Lentera Biru mengerutkan kening. “Kesadaran Senior Liu mungkin telah memasuki keadaan kacau, membuatnya tidak dapat merasakan dunia luar dan mencegahnya untuk bekerja sama dalam proses penyembuhan.”
“Apa maksudmu, keadaan kacau?”
“Kesadarannya terperangkap dalam ingatan terdalamnya dan tidak mampu membebaskan diri. Ini seperti tersesat dalam mimpi. Seseorang perlu memasuki kedalaman kesadarannya dan membangunkannya,” jelas Blue Lantern.
“Masuk ke dalam mimpinya untuk membangunkannya?” tanya Xiao Nanfeng dengan terkejut.
“Tepat sekali,” Qing Lantern membenarkan dengan anggukan.
“Kalau begitu aku akan memasuki alam mimpi. Kau bisa membimbingku,” ujar Xiao Nanfeng menawarkan diri.
“Yang Mulia, saya belum memurnikan hati saya dan tidak dapat membantu dalam proses ini.

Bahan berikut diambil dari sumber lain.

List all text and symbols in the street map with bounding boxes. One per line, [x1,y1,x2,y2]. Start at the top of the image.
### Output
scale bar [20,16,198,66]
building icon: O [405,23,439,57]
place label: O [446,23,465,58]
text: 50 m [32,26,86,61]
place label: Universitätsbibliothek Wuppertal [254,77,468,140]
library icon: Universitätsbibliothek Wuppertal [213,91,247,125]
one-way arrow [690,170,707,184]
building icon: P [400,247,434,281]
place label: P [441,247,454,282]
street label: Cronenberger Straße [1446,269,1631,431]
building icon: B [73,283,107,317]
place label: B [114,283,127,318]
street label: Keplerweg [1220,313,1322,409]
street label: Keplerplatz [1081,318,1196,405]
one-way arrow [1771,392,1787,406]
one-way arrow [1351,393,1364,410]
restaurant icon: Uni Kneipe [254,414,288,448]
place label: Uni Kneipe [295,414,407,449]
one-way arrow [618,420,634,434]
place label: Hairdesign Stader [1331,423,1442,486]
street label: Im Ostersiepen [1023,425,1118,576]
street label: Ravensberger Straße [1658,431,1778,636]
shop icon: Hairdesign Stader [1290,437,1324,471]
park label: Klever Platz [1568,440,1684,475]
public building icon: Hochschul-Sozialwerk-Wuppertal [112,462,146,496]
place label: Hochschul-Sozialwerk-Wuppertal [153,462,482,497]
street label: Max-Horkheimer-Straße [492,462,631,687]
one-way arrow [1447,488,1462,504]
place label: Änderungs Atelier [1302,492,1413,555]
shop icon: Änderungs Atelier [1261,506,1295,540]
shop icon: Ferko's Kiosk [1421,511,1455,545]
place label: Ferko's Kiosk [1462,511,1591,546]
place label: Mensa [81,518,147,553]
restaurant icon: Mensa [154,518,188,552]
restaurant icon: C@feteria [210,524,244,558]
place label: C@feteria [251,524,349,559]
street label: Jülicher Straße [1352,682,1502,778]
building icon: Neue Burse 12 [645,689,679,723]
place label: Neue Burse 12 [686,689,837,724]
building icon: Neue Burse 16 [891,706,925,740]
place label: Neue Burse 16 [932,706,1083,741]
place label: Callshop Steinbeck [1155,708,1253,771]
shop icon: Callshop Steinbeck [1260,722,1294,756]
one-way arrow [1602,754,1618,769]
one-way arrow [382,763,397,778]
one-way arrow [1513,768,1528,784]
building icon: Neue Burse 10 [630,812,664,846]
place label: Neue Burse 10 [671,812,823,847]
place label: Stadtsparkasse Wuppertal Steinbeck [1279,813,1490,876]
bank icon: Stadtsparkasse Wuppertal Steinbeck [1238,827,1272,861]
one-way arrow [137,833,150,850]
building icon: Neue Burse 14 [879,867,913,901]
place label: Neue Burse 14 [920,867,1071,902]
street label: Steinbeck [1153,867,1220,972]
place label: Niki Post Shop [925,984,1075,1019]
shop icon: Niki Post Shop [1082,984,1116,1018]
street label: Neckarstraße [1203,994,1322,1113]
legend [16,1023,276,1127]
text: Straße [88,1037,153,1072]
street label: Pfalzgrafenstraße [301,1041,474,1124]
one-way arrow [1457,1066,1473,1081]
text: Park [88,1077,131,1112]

Mungkin Kaisar Ilahi dapat membantu sebagai gantinya,” saran Qing Lantern.
Xiao Nanfeng berpikir sejenak. “Biarkan aku mencobanya sendiri dulu. Jika aku gagal, aku akan mencari Kaisar Ilahi.”
“Anda bisa memasuki alam mimpi, Yang Mulia?” seru Lentera Biru.
“Mari kita cari tahu.”
Blue Lantern tampak bingung tetapi menahan diri untuk tidak bertanya lebih lanjut.
Xiao Nanfeng tidak menjelaskan situasinya secara detail. Dia tidak memiliki cara untuk memasuki alam mimpi sendiri, tetapi memiliki pengalaman sebelumnya dalam melakukannya bersama Nyonya Rouge. Saat itu, dia telah meminum ramuan mimpi Yuqing yang telah dituang oleh Nyonya Rouge, menggunakan teknik Guru Besar Yuqing.
Kaisar Langit telah mewariskan teknik yang sama kepada Liu Miaoyin, yang juga telah menuangkan ramuan mimpi Yuqing sendiri. Dia berencana untuk menggunakannya untuk memurnikan hatinya di masa depan dengan bantuan Xiao Nanfeng setelah Dazheng naik ke kerajaan ilahi, dan telah menyiapkan ramuan itu terlebih dahulu dan mempercayakannya kepada Xiao Nanfeng untuk disimpan.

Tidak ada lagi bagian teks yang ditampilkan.